True Detective creator Nic Pizzolatto‘s feature directorial debut follows Easy (Vince Vaughn, The Internship), a Vegas crooner who never made it despite his “talents.” That’s the film’s assertion, anyway. The problem: Vaughn’s overemphasized atonal singing will make your skin crawl. His takes on “Vienna,” “Silent Running,” and “I Wanna Dance with Somebody” are actively painful, made worse by awful sound mixing. Al Pacino (Dead Man’s Wire) shows up, looks energized, and is great. Simon Rex (Red Rocket), might be wildly miscast, but he gets the job done. And I can’t deny that Vaughn’s acting is solid. It’s everything else around him and his singing that’s truly tragic.

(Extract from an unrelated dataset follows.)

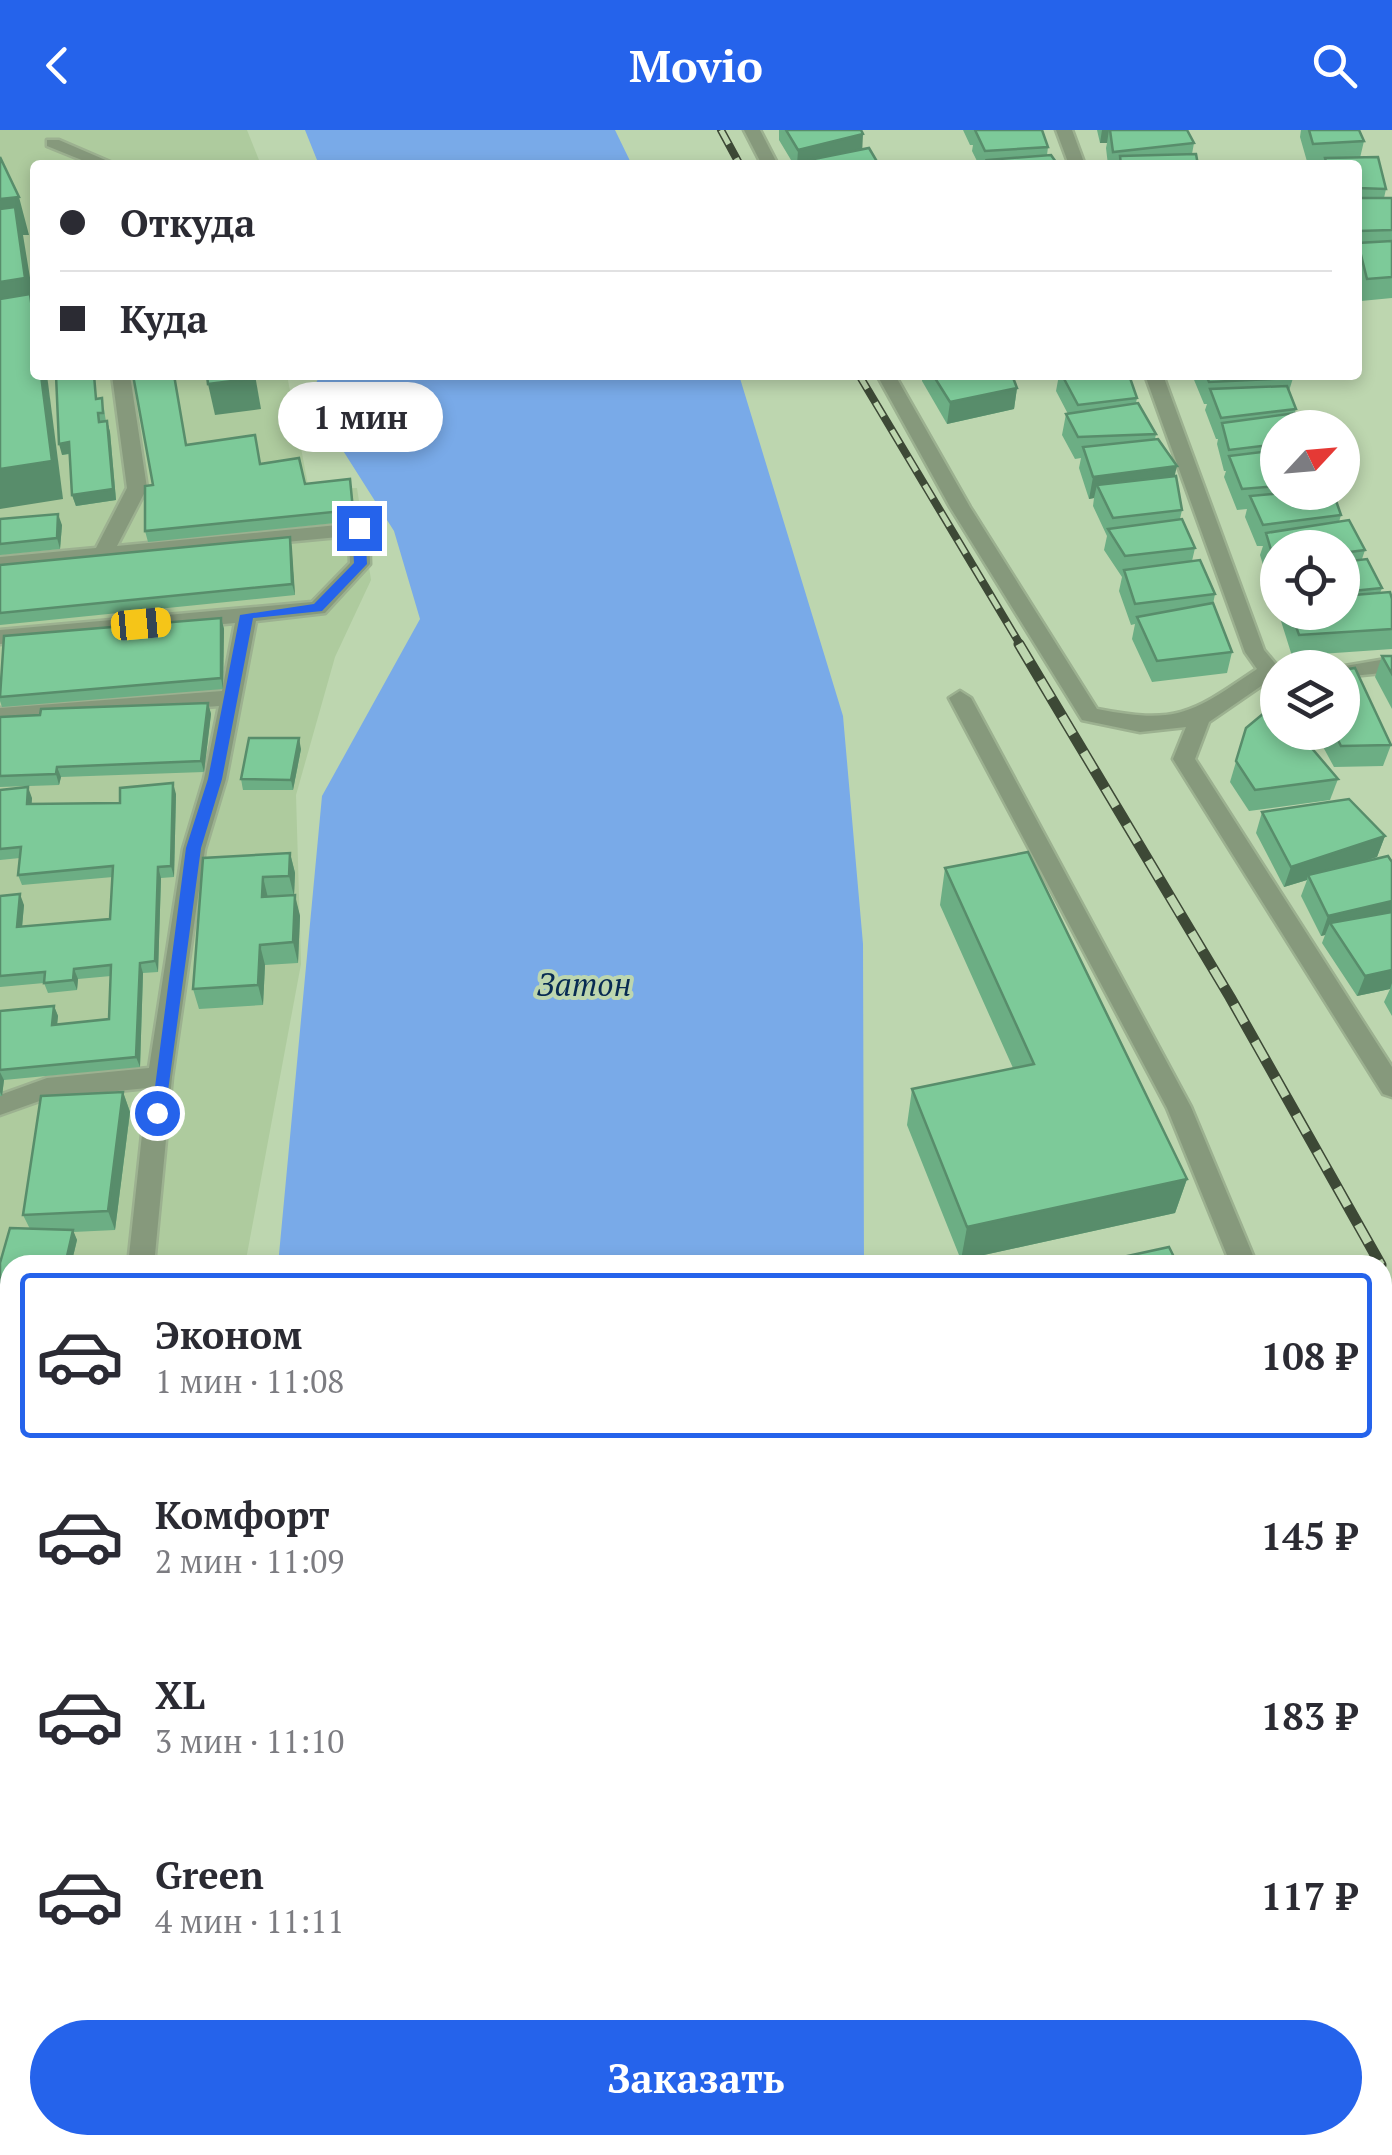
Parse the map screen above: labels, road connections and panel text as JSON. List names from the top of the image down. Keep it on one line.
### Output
{"water":["Затон"],"north":"top right","page":{"header":"Movio","banner":["Откуда","Куда"],"bubble":"1 мин","list":[{"name":"Эконом","note":"1 мин · 11:08","value":"108 ₽"},{"name":"Комфорт","note":"2 мин · 11:09","value":"145 ₽"},{"name":"XL","note":"3 мин · 11:10","value":"183 ₽"},{"name":"Green","note":"4 мин · 11:11","value":"117 ₽"}],"buttons":"Заказать"}}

The script is ludicrous. The dialogue sounds like it needed another take. Every take. Subplots appear and vanish randomly. Pizzolatto cannot write a decent woman’s role to save his life. That’s what Mary Steenburgen, Kate Mara, Cobie Smulders, and even a nearly unrecognizable Shania Twain are treated as baubles. This is for all the dads who sit in driveways with garage doors up, singing karaoke after a few Old Milwaukees on a Thursday night. Then again, even they might walk out once Vaughn starts in on another agonizing ballad. This is a pressure-sealed disaster where nobody stepped in to avert catastrophe. Easy’s Waltz doesn’t even cha-cha with minor greatness.